Assignment =
Nothing should be left out: write out the whole listing exactly.

Records shown =
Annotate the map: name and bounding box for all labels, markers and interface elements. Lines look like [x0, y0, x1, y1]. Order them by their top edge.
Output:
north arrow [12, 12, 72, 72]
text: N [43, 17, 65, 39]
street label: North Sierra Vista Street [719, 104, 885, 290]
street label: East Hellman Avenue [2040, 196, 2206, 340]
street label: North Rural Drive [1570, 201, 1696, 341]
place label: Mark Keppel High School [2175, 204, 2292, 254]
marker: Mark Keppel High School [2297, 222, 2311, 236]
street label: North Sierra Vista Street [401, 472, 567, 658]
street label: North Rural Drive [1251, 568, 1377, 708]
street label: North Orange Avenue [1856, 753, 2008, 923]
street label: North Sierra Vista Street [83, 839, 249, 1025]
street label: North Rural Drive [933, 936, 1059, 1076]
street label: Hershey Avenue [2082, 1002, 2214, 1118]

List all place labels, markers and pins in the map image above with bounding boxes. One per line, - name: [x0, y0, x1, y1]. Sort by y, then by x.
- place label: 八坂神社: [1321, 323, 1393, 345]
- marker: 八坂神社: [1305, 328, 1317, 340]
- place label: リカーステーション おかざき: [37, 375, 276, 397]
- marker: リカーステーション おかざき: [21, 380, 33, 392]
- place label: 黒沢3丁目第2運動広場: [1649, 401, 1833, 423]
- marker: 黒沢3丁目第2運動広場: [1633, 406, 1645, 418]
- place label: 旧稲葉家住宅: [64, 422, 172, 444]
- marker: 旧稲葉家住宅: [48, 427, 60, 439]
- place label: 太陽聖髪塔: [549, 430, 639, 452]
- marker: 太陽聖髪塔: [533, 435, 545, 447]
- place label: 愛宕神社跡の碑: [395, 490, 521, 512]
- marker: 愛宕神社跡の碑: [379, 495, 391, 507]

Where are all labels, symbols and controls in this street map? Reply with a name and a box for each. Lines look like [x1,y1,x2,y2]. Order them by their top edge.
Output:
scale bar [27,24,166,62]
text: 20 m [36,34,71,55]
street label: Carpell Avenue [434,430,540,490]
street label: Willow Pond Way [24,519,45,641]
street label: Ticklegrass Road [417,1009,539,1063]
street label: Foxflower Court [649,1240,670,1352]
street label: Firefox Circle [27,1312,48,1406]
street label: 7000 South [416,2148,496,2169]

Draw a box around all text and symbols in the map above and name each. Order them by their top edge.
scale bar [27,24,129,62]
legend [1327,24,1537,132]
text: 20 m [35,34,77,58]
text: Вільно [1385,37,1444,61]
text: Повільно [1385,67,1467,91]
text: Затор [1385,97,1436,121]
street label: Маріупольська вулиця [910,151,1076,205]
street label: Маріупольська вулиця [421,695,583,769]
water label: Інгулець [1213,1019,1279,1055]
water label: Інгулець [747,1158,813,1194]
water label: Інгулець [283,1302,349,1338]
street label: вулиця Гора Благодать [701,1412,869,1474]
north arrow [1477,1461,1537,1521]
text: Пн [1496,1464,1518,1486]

Answer to this exercise =
Annotate the map: name and bounding box for all labels, markers and interface elements. Lines look like [x0, y0, x1, y1]. Order them by their top edge.
Output:
north arrow [12, 12, 72, 72]
text: N [43, 17, 65, 39]
street label: North Sierra Vista Street [719, 104, 885, 290]
street label: East Hellman Avenue [2040, 196, 2206, 340]
street label: North Rural Drive [1570, 201, 1696, 341]
place label: Mark Keppel High School [2175, 204, 2292, 254]
marker: Mark Keppel High School [2297, 222, 2311, 236]
street label: North Sierra Vista Street [401, 472, 567, 658]
street label: North Rural Drive [1251, 568, 1377, 708]
street label: North Orange Avenue [1856, 753, 2008, 923]
street label: North Sierra Vista Street [83, 839, 249, 1025]
street label: North Rural Drive [933, 936, 1059, 1076]
street label: Hershey Avenue [2082, 1002, 2214, 1118]

List all place labels, markers and pins in the map image above with bounding boxes. One per line, - name: [x0, y0, x1, y1]. Sort by y, then by x.
- place label: 八坂神社: [1321, 323, 1393, 345]
- marker: 八坂神社: [1305, 328, 1317, 340]
- place label: リカーステーション おかざき: [37, 375, 276, 397]
- marker: リカーステーション おかざき: [21, 380, 33, 392]
- place label: 黒沢3丁目第2運動広場: [1649, 401, 1833, 423]
- marker: 黒沢3丁目第2運動広場: [1633, 406, 1645, 418]
- place label: 旧稲葉家住宅: [64, 422, 172, 444]
- marker: 旧稲葉家住宅: [48, 427, 60, 439]
- place label: 太陽聖髪塔: [549, 430, 639, 452]
- marker: 太陽聖髪塔: [533, 435, 545, 447]
- place label: 愛宕神社跡の碑: [395, 490, 521, 512]
- marker: 愛宕神社跡の碑: [379, 495, 391, 507]

Where are all labels, symbols and controls in this street map? Reply with a name and a box for each. Lines look like [x1,y1,x2,y2]. Order them by their top edge.
Output:
scale bar [27,24,166,62]
text: 20 m [36,34,71,55]
street label: Carpell Avenue [434,430,540,490]
street label: Willow Pond Way [24,519,45,641]
street label: Ticklegrass Road [417,1009,539,1063]
street label: Foxflower Court [649,1240,670,1352]
street label: Firefox Circle [27,1312,48,1406]
street label: 7000 South [416,2148,496,2169]

Draw a box around all text and symbols in the map above and name each. Order them by their top edge.
scale bar [27,24,129,62]
legend [1327,24,1537,132]
text: 20 m [35,34,77,58]
text: Вільно [1385,37,1444,61]
text: Повільно [1385,67,1467,91]
text: Затор [1385,97,1436,121]
street label: Маріупольська вулиця [910,151,1076,205]
street label: Маріупольська вулиця [421,695,583,769]
water label: Інгулець [1213,1019,1279,1055]
water label: Інгулець [747,1158,813,1194]
water label: Інгулець [283,1302,349,1338]
street label: вулиця Гора Благодать [701,1412,869,1474]
north arrow [1477,1461,1537,1521]
text: Пн [1496,1464,1518,1486]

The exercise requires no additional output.